Information provided>
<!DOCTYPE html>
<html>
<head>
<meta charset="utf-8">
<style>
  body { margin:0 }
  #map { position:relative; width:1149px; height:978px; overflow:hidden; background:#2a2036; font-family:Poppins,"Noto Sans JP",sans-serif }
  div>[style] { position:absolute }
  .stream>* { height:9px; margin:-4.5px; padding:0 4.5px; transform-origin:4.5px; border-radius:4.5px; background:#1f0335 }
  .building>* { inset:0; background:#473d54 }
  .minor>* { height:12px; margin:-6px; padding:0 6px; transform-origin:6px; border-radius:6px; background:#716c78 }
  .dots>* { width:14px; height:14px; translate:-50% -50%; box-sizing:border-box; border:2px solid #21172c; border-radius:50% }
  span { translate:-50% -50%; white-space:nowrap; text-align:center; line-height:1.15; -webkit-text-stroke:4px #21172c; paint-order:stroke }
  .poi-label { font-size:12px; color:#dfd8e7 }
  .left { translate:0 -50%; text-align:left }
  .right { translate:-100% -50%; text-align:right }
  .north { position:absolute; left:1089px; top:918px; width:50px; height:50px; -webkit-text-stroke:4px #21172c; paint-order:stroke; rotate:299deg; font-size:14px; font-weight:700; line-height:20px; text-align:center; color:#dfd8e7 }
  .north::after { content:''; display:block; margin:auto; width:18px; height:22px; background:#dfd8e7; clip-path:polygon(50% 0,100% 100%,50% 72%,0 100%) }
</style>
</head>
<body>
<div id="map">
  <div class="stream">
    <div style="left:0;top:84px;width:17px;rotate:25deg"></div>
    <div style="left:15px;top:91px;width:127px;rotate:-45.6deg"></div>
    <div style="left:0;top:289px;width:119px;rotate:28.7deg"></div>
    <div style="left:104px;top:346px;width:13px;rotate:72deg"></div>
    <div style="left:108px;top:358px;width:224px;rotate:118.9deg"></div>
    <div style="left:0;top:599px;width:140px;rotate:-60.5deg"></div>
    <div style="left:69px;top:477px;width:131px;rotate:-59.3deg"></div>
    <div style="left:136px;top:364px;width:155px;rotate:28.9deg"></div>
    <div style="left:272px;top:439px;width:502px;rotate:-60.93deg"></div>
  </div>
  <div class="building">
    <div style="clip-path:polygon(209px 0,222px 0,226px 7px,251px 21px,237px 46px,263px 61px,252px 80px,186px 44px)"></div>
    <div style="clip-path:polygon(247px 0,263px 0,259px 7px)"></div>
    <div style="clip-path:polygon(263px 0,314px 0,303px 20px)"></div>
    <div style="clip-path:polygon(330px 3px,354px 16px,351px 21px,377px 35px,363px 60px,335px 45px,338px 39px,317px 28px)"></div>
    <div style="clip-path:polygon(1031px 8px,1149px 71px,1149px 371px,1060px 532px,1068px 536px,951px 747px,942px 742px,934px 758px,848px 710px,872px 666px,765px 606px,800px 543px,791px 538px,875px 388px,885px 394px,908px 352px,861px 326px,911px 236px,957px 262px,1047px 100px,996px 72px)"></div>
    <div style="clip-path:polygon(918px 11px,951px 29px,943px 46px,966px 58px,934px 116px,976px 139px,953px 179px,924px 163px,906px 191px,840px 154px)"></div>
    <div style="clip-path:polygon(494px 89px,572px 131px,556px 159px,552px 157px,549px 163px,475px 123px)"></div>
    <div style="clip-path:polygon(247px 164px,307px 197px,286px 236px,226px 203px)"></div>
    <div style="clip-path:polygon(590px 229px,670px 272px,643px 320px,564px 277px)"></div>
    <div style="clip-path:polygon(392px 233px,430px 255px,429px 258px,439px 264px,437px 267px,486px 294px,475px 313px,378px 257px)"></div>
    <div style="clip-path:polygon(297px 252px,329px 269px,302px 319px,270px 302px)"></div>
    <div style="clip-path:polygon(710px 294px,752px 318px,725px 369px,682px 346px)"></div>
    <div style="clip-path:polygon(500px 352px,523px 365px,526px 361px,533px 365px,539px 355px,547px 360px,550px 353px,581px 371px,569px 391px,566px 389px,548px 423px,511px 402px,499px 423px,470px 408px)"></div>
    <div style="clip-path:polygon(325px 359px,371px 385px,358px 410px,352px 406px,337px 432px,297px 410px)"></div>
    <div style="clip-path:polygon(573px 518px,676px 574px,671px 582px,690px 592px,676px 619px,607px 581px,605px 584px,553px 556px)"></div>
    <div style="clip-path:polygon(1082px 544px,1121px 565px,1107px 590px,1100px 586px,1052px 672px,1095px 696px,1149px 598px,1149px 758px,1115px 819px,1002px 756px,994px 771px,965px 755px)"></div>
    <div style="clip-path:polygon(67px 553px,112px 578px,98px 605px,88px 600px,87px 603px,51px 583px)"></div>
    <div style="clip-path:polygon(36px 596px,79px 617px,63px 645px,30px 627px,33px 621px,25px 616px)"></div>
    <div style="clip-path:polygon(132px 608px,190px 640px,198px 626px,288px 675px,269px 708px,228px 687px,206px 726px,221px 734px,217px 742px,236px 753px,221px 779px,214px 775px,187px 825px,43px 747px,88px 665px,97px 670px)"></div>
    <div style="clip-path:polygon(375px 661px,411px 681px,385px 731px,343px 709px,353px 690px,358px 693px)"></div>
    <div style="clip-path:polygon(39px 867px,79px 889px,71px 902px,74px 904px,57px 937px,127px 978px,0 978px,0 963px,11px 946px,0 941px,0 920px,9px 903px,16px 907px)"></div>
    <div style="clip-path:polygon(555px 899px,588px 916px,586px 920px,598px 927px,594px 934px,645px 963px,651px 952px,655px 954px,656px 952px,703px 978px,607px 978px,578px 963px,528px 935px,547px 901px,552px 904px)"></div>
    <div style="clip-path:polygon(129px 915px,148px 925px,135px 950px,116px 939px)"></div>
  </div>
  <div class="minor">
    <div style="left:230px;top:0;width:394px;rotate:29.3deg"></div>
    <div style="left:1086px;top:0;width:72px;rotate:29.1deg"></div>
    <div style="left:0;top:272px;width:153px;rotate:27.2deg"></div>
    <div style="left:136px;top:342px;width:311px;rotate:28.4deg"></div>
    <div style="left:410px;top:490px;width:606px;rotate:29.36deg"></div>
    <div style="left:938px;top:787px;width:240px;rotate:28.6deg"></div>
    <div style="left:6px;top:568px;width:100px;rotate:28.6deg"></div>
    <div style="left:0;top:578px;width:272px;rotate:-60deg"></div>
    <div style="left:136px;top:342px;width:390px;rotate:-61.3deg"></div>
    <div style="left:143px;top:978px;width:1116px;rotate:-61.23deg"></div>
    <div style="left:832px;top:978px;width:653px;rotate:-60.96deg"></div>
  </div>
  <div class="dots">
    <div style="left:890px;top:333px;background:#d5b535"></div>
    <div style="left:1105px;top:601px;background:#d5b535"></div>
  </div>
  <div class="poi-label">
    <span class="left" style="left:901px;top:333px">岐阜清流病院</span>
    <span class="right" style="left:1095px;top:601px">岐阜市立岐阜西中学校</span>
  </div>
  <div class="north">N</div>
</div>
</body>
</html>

The problem> Output, exactly and with nothing else, the lines from the line containing "899px,588px 916px,586px 920px,598px" to the end of the entries.

Output below>
    <div style="clip-path:polygon(555px 899px,588px 916px,586px 920px,598px 927px,594px 934px,645px 963px,651px 952px,655px 954px,656px 952px,703px 978px,607px 978px,578px 963px,528px 935px,547px 901px,552px 904px)"></div>
    <div style="clip-path:polygon(129px 915px,148px 925px,135px 950px,116px 939px)"></div>
  </div>
  <div class="minor">
    <div style="left:230px;top:0;width:394px;rotate:29.3deg"></div>
    <div style="left:1086px;top:0;width:72px;rotate:29.1deg"></div>
    <div style="left:0;top:272px;width:153px;rotate:27.2deg"></div>
    <div style="left:136px;top:342px;width:311px;rotate:28.4deg"></div>
    <div style="left:410px;top:490px;width:606px;rotate:29.36deg"></div>
    <div style="left:938px;top:787px;width:240px;rotate:28.6deg"></div>
    <div style="left:6px;top:568px;width:100px;rotate:28.6deg"></div>
    <div style="left:0;top:578px;width:272px;rotate:-60deg"></div>
    <div style="left:136px;top:342px;width:390px;rotate:-61.3deg"></div>
    <div style="left:143px;top:978px;width:1116px;rotate:-61.23deg"></div>
    <div style="left:832px;top:978px;width:653px;rotate:-60.96deg"></div>
  </div>
  <div class="dots">
    <div style="left:890px;top:333px;background:#d5b535"></div>
    <div style="left:1105px;top:601px;background:#d5b535"></div>
  </div>
  <div class="poi-label">
    <span class="left" style="left:901px;top:333px">岐阜清流病院</span>
    <span class="right" style="left:1095px;top:601px">岐阜市立岐阜西中学校</span>
  </div>
  <div class="north">N</div>
</div>
</body>
</html>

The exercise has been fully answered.